*Exercise instructions*.
Check each line of the entries for "Pizza" and report the ones that have it.

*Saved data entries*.
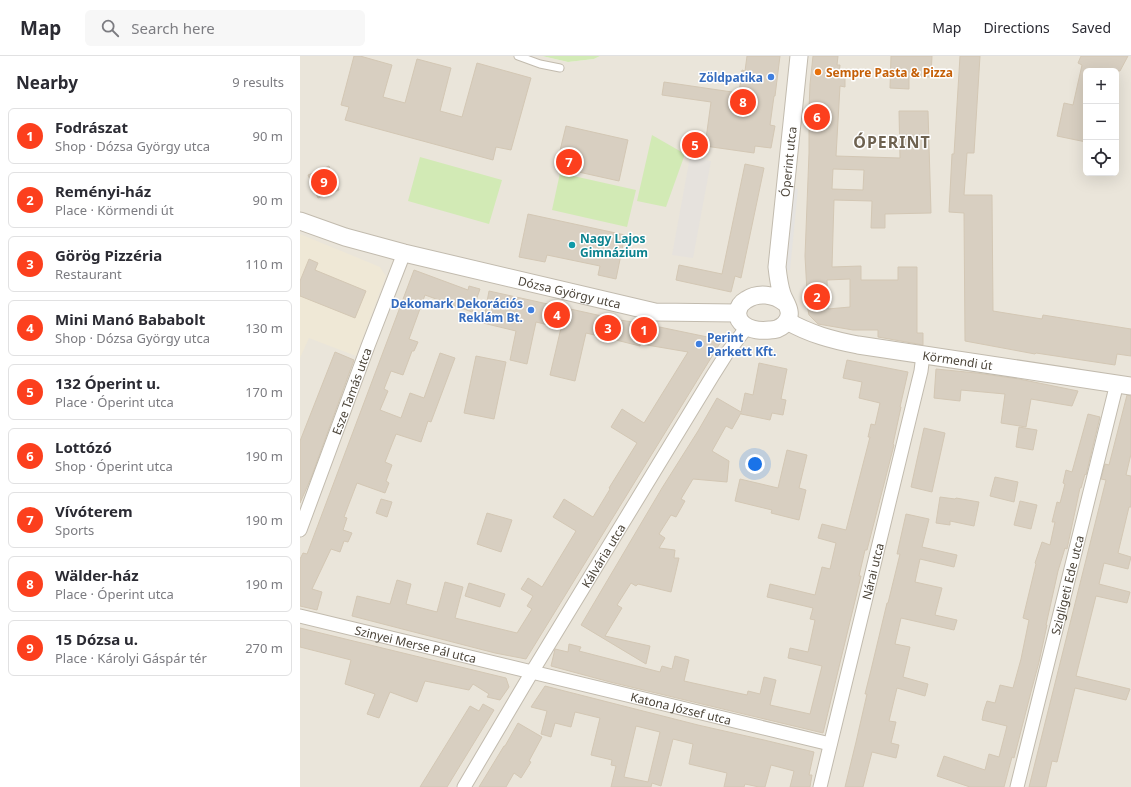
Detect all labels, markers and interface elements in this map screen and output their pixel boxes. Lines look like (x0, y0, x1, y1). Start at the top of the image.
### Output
search box (85, 10, 365, 46)
text: Map (20, 15, 61, 41)
icon: search (99, 17, 121, 39)
text: Search here (131, 18, 215, 38)
text: Map (932, 18, 961, 37)
text: Directions (983, 18, 1050, 37)
text: Saved (1072, 18, 1111, 37)
place label: Sempre Pasta & Pizza (826, 64, 953, 81)
marker: Sempre Pasta & Pizza (813, 67, 823, 77)
map controls (1083, 68, 1119, 176)
button: + (1083, 68, 1119, 104)
place label: Zöldpatika (699, 69, 763, 86)
text: Nearby (16, 71, 78, 94)
marker: Zöldpatika (766, 72, 776, 82)
text: 9 results (232, 73, 284, 91)
pin: 8 (730, 87, 756, 117)
pin: 6 (804, 102, 830, 132)
button: − (1083, 104, 1119, 140)
text: Fodrászat (55, 117, 128, 137)
street label: Óperint utca (776, 126, 800, 198)
text: 1 (26, 127, 34, 145)
text: 90 m (253, 127, 283, 145)
pin: 5 (682, 130, 708, 160)
district label: ÓPERINT (853, 131, 931, 153)
text: Shop · Dózsa György utca (55, 137, 210, 155)
button: locate (1083, 140, 1119, 176)
pin: 7 (556, 147, 582, 177)
pin: 9 (311, 167, 337, 197)
text: Reményi-ház (55, 181, 151, 201)
text: 2 (26, 191, 34, 209)
text: 90 m (253, 191, 283, 209)
text: Place · Körmendi út (55, 201, 174, 219)
place label: Nagy Lajos Gimnázium (580, 230, 648, 261)
marker: Nagy Lajos Gimnázium (567, 240, 577, 250)
text: Görög Pizzéria (55, 245, 162, 265)
text: 3 (26, 255, 34, 273)
text: 110 m (245, 255, 283, 273)
text: Restaurant (55, 265, 122, 283)
street label: Dózsa György utca (517, 272, 623, 312)
pin: 2 (804, 282, 830, 312)
place label: Dekomark Dekorációs Reklám Bt. (391, 295, 523, 326)
pin: 4 (544, 300, 570, 330)
marker: Dekomark Dekorációs Reklám Bt. (526, 305, 536, 315)
text: Mini Manó Bababolt (55, 309, 205, 329)
pin: 3 (595, 313, 621, 343)
pin: 1 (631, 315, 657, 345)
text: 4 (26, 319, 34, 337)
text: 130 m (245, 319, 283, 337)
text: Shop · Dózsa György utca (55, 329, 210, 347)
place label: Perint Parkett Kft. (707, 329, 776, 360)
marker: Perint Parkett Kft. (694, 339, 704, 349)
street label: Esze Tamás utca (327, 345, 375, 437)
street label: Körmendi út (921, 346, 994, 374)
text: 132 Óperint u. (55, 373, 160, 393)
text: 5 (26, 383, 34, 401)
text: 170 m (245, 383, 283, 401)
text: Place · Óperint utca (55, 393, 174, 411)
text: Lottózó (55, 437, 112, 457)
text: 6 (26, 447, 34, 465)
text: 190 m (245, 447, 283, 465)
your location (745, 454, 765, 474)
text: Shop · Óperint utca (55, 457, 173, 475)
text: Vívóterem (55, 501, 133, 521)
text: 7 (26, 511, 34, 529)
text: 190 m (245, 511, 283, 529)
street label: Kálvária utca (577, 520, 629, 591)
text: Sports (55, 521, 94, 539)
street label: Szigligeti Ede utca (1046, 534, 1087, 637)
street label: Nárai utca (857, 541, 887, 601)
text: Wälder-ház (55, 565, 139, 585)
text: 8 (26, 575, 34, 593)
text: 190 m (245, 575, 283, 593)
text: Place · Óperint utca (55, 585, 174, 603)
street label: Szinyei Merse Pál utca (353, 621, 478, 667)
text: 15 Dózsa u. (55, 629, 138, 649)
text: 9 (26, 639, 34, 657)
text: 270 m (245, 639, 283, 657)
text: Place · Károlyi Gáspár tér (55, 649, 207, 667)
street label: Katona József utca (629, 688, 733, 728)

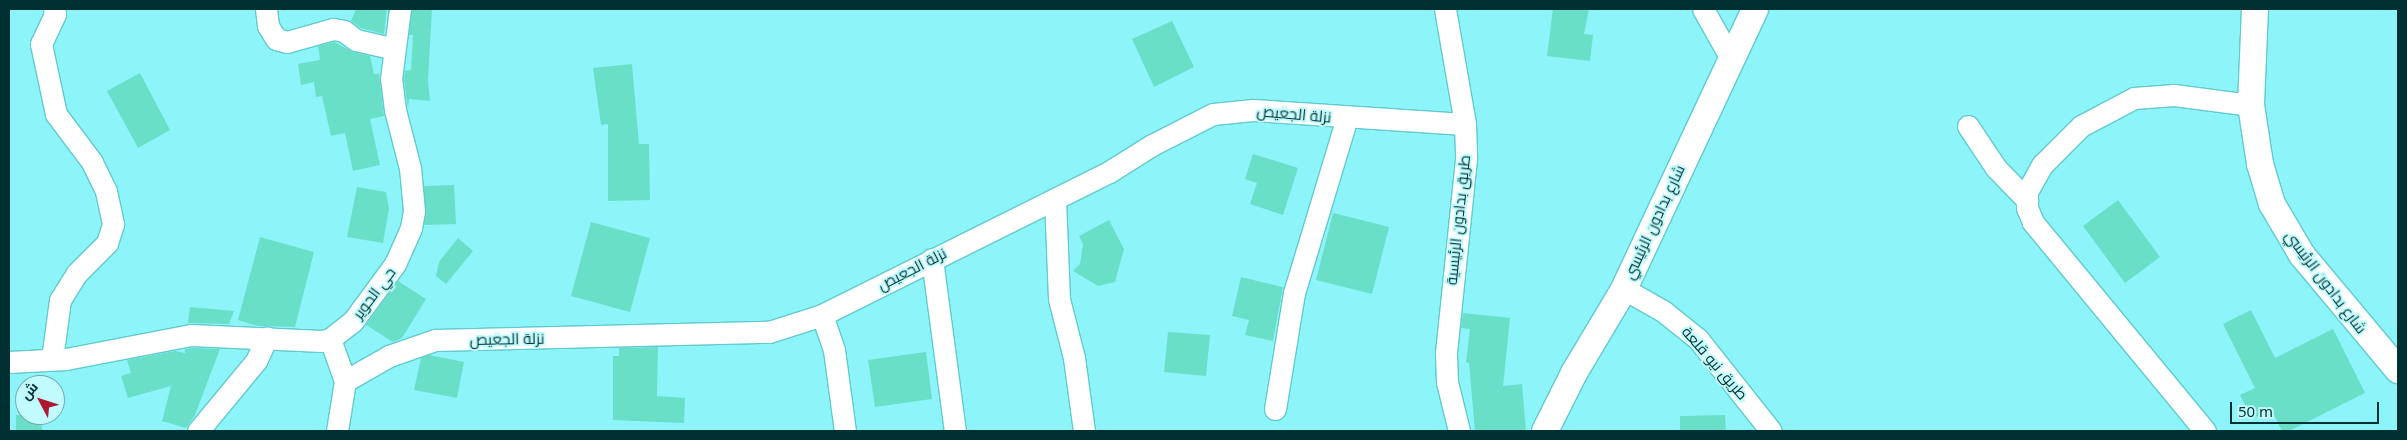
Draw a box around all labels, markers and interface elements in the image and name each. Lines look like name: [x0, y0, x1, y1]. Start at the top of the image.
street label: نزلة الجعيص: [1256, 102, 1332, 126]
street label: طريق بدادون الرئيسية: [1442, 154, 1474, 286]
street label: شارع بدادون الرئيسي: [1620, 162, 1688, 282]
street label: شارع بدادون الرئيسي: [2281, 227, 2371, 337]
street label: نزلة الجعيص: [875, 244, 949, 294]
street label: حي الحوير: [349, 264, 399, 322]
street label: طريق نيو قلعة: [1678, 323, 1752, 403]
street label: نزلة الجعيص: [469, 329, 545, 349]
north arrow: [15, 375, 65, 425]
text: ش: [16, 378, 42, 404]
scale bar: [2232, 392, 2381, 424]
text: 50 m: [2238, 401, 2273, 421]

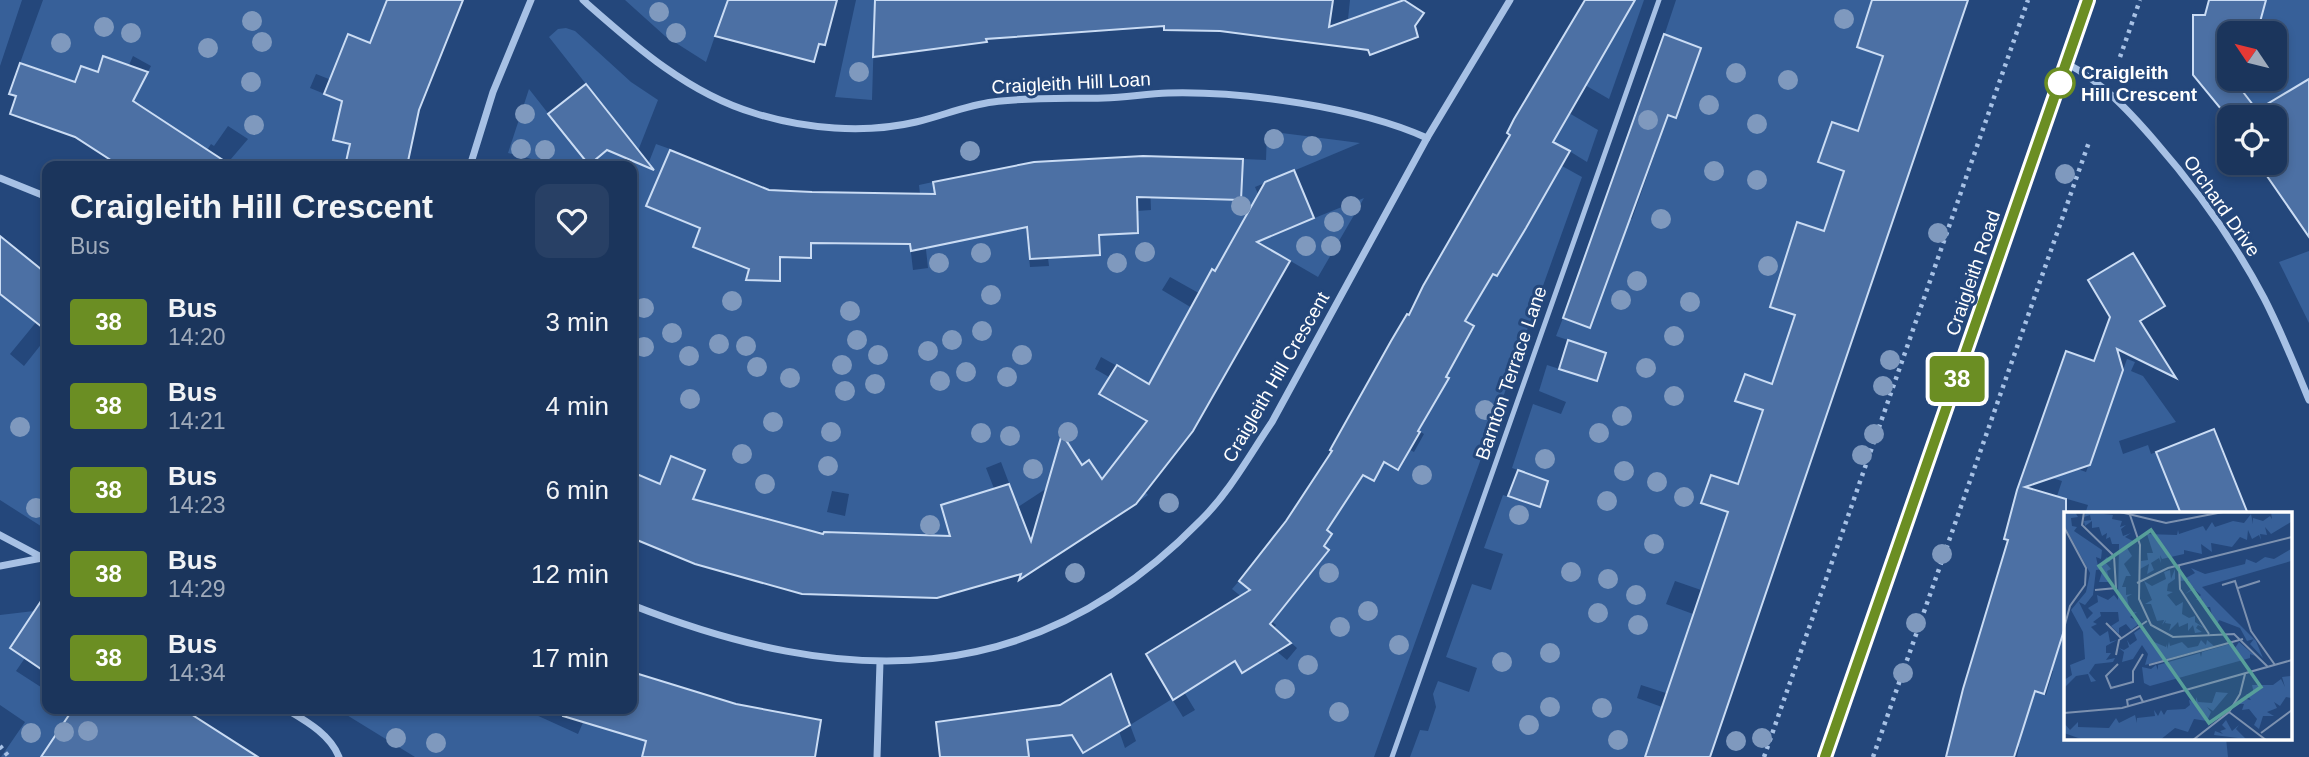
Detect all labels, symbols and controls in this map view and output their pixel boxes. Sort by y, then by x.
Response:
north arrow [2217,21,2287,91]
map controls [2217,21,2287,175]
place label: Craigleith Hill Crescent [2081,62,2198,105]
street label: Craigleith Hill Loan [991,68,1151,98]
marker: Craigleith Hill Crescent [2045,68,2075,98]
button: locate [2217,105,2287,175]
street label: Orchard Drive [2179,152,2265,260]
button: heart [535,184,609,258]
text: Craigleith Hill Crescent [70,188,433,225]
street label: Craigleith Road [1942,208,2004,338]
text: Bus [70,233,110,259]
street label: Barnton Terrace Lane [1471,283,1551,463]
street label: Craigleith Hill Crescent [1219,287,1334,466]
text: Bus [168,293,217,323]
text: 3 min [545,307,609,337]
text: 38 [95,308,122,335]
text: 14:20 [168,324,226,350]
line badge: 38 [1926,356,1988,402]
text: 38 [1944,365,1970,392]
text: Bus [168,377,217,407]
text: 4 min [545,391,609,421]
text: 38 [95,392,122,419]
text: 14:21 [168,408,226,434]
text: Bus [168,461,217,491]
text: 6 min [545,475,609,505]
text: 38 [95,476,122,503]
text: 14:23 [168,492,226,518]
inset map [2064,512,2292,740]
text: Bus [168,545,217,575]
text: 12 min [531,559,609,589]
text: 38 [95,560,122,587]
text: 14:29 [168,576,226,602]
text: Bus [168,629,217,659]
text: 17 min [531,643,609,673]
text: 38 [95,644,122,671]
text: 14:34 [168,660,226,686]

*Output*.
place label: Sempre Pasta & Pizza (826, 64, 953, 81)
marker: Sempre Pasta & Pizza (813, 67, 823, 77)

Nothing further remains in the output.